Another idea would be to render tiles and modifying the tiles content by just modulating the bit fields or map a set of tiles differently or do simple transforms using bitwise operations such as mirroring, once you have a complete set of tile operations you can combine them to compose detailed patterns / images, ones could also animate tiles individually by switching values in a cyclic fashion (or just modifying a palette if using indexed color), this might give all sorts of cool patterns ? This is perhaps the way the impressive 256 bytes intro MEMS by Digimind works although just pure speculation. (didn't look at the code)

MEMS, a 256 bytes DOS intro by Digimind

Renderer : Introduction


The sections below show the working p5js code of "generic" bit field text renderer, there is also some C code and x86 code. They all basically draw the first image of this article. ("ORZ")

Most of the code below focus on drawing 3 glyph made of 64x64 blocks, it is trivial to extend them to render more. (if you just add a loop + put the string bit field data into an array and iterate)

The output code generated by GCC vary with GCC version, compiler options (-m32 -Os -fomit-frame-pointer) and code so the binary size don't tell much except seeing there is a potential to bring it down even more with handwritten assembly.

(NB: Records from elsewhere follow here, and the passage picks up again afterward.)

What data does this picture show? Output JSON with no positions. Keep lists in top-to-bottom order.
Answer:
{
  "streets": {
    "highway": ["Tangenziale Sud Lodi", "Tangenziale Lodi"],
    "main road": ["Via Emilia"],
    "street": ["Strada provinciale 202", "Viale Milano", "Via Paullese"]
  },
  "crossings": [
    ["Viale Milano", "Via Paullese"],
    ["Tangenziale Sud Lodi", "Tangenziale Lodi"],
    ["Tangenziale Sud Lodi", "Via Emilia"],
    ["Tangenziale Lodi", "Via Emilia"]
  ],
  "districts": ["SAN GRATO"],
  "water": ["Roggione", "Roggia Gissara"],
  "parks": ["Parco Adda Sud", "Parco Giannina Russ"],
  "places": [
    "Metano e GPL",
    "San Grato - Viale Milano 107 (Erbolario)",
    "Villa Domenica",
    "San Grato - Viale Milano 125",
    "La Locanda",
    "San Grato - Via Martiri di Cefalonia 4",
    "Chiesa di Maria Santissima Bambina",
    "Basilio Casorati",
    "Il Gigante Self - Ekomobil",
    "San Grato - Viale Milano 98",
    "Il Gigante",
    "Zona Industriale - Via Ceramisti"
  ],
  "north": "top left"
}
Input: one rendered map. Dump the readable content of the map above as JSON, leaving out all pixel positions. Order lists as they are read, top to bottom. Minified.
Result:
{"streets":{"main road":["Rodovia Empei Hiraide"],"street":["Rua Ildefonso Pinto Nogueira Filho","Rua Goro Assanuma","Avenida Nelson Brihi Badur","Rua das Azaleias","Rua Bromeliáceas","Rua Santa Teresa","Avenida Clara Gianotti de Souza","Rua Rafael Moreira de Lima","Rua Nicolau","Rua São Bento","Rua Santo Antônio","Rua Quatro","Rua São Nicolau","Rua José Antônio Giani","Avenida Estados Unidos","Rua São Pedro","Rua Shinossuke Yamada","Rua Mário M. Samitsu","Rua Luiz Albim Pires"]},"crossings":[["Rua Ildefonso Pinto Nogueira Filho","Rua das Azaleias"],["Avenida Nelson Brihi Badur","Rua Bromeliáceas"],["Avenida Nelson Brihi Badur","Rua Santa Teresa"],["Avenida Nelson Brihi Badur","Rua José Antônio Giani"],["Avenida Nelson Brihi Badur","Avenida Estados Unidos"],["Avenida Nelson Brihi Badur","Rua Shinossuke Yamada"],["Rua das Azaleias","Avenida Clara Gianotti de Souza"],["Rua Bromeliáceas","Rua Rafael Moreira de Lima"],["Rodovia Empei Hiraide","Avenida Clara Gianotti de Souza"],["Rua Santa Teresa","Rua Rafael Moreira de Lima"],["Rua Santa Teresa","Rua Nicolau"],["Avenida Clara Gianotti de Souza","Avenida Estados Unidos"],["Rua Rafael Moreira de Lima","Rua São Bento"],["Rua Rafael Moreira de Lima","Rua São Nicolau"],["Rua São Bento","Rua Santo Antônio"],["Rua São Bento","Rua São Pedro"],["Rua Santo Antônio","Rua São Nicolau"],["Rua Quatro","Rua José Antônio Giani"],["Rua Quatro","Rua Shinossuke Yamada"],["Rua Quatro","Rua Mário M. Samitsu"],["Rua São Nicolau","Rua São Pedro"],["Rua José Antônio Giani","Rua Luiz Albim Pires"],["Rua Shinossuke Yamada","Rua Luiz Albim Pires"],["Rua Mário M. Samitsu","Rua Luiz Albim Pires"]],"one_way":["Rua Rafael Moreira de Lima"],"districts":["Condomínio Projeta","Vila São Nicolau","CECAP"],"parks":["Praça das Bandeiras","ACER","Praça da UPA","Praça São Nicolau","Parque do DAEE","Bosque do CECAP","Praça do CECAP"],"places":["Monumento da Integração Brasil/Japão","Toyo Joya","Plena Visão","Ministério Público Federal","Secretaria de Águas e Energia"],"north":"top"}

C code use a 32-bit pixels buffer.

The code is focused on 32-bit bit field but any size works, it will just affect the amount of glyph that can be packed.

I also avoid floating-point arithmetic (generally not recommended for size coding) and division / multiplication instructions as much as possible, i wanted the code to be compatible with low complexity CPU, this include old CPU without div / mul instructions.

The text can be scaled easily.

Renderer #1


This algorithm iterate over a whole row area and rasterize the associated bit field content.

There is 3 variations :
  1. with rows as three separate values (with spaces between glyph)
  2. non generic variant with single 32-bit value (a row is encoded as 11-bit values which include spaces; the last glyph block will be missed which is okay for some set of glyph)
  3. with single 32-bit value (a row is encoded as 9-bit values which does not include spaces)
Modifying text height is easy but width is not so flexible as-is unless the bit index is computed differently.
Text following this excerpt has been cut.